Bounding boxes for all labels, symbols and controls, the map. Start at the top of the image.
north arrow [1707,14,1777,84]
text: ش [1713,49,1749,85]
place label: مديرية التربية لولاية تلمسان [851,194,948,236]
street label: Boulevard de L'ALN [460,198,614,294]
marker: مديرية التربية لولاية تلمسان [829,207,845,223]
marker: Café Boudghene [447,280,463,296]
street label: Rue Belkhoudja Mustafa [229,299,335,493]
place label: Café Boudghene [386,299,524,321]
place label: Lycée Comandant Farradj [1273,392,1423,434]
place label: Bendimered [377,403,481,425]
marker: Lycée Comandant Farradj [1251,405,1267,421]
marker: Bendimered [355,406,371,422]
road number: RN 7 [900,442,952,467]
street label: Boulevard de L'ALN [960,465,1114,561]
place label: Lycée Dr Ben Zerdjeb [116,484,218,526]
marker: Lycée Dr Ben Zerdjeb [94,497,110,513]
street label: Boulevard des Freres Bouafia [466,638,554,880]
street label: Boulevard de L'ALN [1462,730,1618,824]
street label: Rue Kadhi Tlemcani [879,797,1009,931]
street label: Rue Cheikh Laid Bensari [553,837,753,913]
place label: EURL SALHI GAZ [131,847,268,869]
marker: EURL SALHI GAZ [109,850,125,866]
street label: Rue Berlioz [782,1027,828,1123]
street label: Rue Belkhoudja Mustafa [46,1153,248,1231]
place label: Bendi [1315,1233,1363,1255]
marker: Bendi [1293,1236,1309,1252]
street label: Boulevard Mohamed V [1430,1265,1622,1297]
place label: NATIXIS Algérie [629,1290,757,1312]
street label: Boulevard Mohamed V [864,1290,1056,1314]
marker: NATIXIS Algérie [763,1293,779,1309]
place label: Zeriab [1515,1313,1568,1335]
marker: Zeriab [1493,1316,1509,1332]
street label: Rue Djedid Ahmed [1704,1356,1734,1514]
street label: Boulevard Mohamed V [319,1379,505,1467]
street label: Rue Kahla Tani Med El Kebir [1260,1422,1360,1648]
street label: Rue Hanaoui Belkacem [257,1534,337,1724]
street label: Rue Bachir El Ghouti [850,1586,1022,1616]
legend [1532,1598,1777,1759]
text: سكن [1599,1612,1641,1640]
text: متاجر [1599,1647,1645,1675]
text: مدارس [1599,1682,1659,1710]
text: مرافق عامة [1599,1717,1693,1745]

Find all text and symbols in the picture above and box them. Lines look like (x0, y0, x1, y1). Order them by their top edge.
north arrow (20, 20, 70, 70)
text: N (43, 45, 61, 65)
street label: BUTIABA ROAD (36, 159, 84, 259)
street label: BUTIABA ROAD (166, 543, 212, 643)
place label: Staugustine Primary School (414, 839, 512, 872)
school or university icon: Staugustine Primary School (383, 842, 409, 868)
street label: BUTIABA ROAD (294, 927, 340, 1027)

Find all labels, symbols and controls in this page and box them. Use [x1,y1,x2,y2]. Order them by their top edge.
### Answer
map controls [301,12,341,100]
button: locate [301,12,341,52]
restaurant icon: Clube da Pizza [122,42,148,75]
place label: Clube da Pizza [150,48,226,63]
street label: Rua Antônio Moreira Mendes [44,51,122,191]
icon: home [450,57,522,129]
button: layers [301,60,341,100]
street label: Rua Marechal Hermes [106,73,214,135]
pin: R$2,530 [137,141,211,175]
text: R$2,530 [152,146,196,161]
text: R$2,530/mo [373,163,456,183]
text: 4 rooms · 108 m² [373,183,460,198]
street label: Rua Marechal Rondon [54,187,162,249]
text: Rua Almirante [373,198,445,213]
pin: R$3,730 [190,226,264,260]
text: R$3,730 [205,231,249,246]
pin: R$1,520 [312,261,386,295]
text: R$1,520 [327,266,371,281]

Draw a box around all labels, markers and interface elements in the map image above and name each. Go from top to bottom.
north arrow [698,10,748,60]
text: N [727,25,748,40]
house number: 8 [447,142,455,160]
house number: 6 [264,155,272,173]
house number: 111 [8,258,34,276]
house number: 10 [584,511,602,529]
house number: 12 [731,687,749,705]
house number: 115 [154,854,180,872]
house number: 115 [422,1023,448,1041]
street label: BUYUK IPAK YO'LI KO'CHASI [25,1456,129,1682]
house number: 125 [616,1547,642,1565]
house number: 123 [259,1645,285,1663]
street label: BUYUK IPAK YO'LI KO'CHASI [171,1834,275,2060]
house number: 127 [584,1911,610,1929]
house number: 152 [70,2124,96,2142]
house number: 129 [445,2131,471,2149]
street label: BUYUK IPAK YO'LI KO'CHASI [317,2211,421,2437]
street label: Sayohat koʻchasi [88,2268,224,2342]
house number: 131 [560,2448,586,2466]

+ + + +

Exactly as written, transcribe each line of the data.

# Answer space
Bounding boxes for all labels, symbols and controls, the map. Start at the top of the image.
north arrow [1707,14,1777,84]
text: ش [1713,49,1749,85]
place label: مديرية التربية لولاية تلمسان [851,194,948,236]
street label: Boulevard de L'ALN [460,198,614,294]
marker: مديرية التربية لولاية تلمسان [829,207,845,223]
marker: Café Boudghene [447,280,463,296]
street label: Rue Belkhoudja Mustafa [229,299,335,493]
place label: Café Boudghene [386,299,524,321]
place label: Lycée Comandant Farradj [1273,392,1423,434]
place label: Bendimered [377,403,481,425]
marker: Lycée Comandant Farradj [1251,405,1267,421]
marker: Bendimered [355,406,371,422]
road number: RN 7 [900,442,952,467]
street label: Boulevard de L'ALN [960,465,1114,561]
place label: Lycée Dr Ben Zerdjeb [116,484,218,526]
marker: Lycée Dr Ben Zerdjeb [94,497,110,513]
street label: Boulevard des Freres Bouafia [466,638,554,880]
street label: Boulevard de L'ALN [1462,730,1618,824]
street label: Rue Kadhi Tlemcani [879,797,1009,931]
street label: Rue Cheikh Laid Bensari [553,837,753,913]
place label: EURL SALHI GAZ [131,847,268,869]
marker: EURL SALHI GAZ [109,850,125,866]
street label: Rue Berlioz [782,1027,828,1123]
street label: Rue Belkhoudja Mustafa [46,1153,248,1231]
place label: Bendi [1315,1233,1363,1255]
marker: Bendi [1293,1236,1309,1252]
street label: Boulevard Mohamed V [1430,1265,1622,1297]
place label: NATIXIS Algérie [629,1290,757,1312]
street label: Boulevard Mohamed V [864,1290,1056,1314]
marker: NATIXIS Algérie [763,1293,779,1309]
place label: Zeriab [1515,1313,1568,1335]
marker: Zeriab [1493,1316,1509,1332]
street label: Rue Djedid Ahmed [1704,1356,1734,1514]
street label: Boulevard Mohamed V [319,1379,505,1467]
street label: Rue Kahla Tani Med El Kebir [1260,1422,1360,1648]
street label: Rue Hanaoui Belkacem [257,1534,337,1724]
street label: Rue Bachir El Ghouti [850,1586,1022,1616]
legend [1532,1598,1777,1759]
text: سكن [1599,1612,1641,1640]
text: متاجر [1599,1647,1645,1675]
text: مدارس [1599,1682,1659,1710]
text: مرافق عامة [1599,1717,1693,1745]

Find all text and symbols in the picture above and box them. Lines look like (x0, y0, x1, y1). Order them by their top edge.
north arrow (20, 20, 70, 70)
text: N (43, 45, 61, 65)
street label: BUTIABA ROAD (36, 159, 84, 259)
street label: BUTIABA ROAD (166, 543, 212, 643)
place label: Staugustine Primary School (414, 839, 512, 872)
school or university icon: Staugustine Primary School (383, 842, 409, 868)
street label: BUTIABA ROAD (294, 927, 340, 1027)

Find all labels, symbols and controls in this page and box them. Use [x1,y1,x2,y2]. Order them by their top edge.
### Answer
map controls [301,12,341,100]
button: locate [301,12,341,52]
restaurant icon: Clube da Pizza [122,42,148,75]
place label: Clube da Pizza [150,48,226,63]
street label: Rua Antônio Moreira Mendes [44,51,122,191]
icon: home [450,57,522,129]
button: layers [301,60,341,100]
street label: Rua Marechal Hermes [106,73,214,135]
pin: R$2,530 [137,141,211,175]
text: R$2,530 [152,146,196,161]
text: R$2,530/mo [373,163,456,183]
text: 4 rooms · 108 m² [373,183,460,198]
street label: Rua Marechal Rondon [54,187,162,249]
text: Rua Almirante [373,198,445,213]
pin: R$3,730 [190,226,264,260]
text: R$3,730 [205,231,249,246]
pin: R$1,520 [312,261,386,295]
text: R$1,520 [327,266,371,281]

Draw a box around all labels, markers and interface elements in the map image above and name each. Go from top to bottom.
north arrow [698,10,748,60]
text: N [727,25,748,40]
house number: 8 [447,142,455,160]
house number: 6 [264,155,272,173]
house number: 111 [8,258,34,276]
house number: 10 [584,511,602,529]
house number: 12 [731,687,749,705]
house number: 115 [154,854,180,872]
house number: 115 [422,1023,448,1041]
street label: BUYUK IPAK YO'LI KO'CHASI [25,1456,129,1682]
house number: 125 [616,1547,642,1565]
house number: 123 [259,1645,285,1663]
street label: BUYUK IPAK YO'LI KO'CHASI [171,1834,275,2060]
house number: 127 [584,1911,610,1929]
house number: 152 [70,2124,96,2142]
house number: 129 [445,2131,471,2149]
street label: BUYUK IPAK YO'LI KO'CHASI [317,2211,421,2437]
street label: Sayohat koʻchasi [88,2268,224,2342]
house number: 131 [560,2448,586,2466]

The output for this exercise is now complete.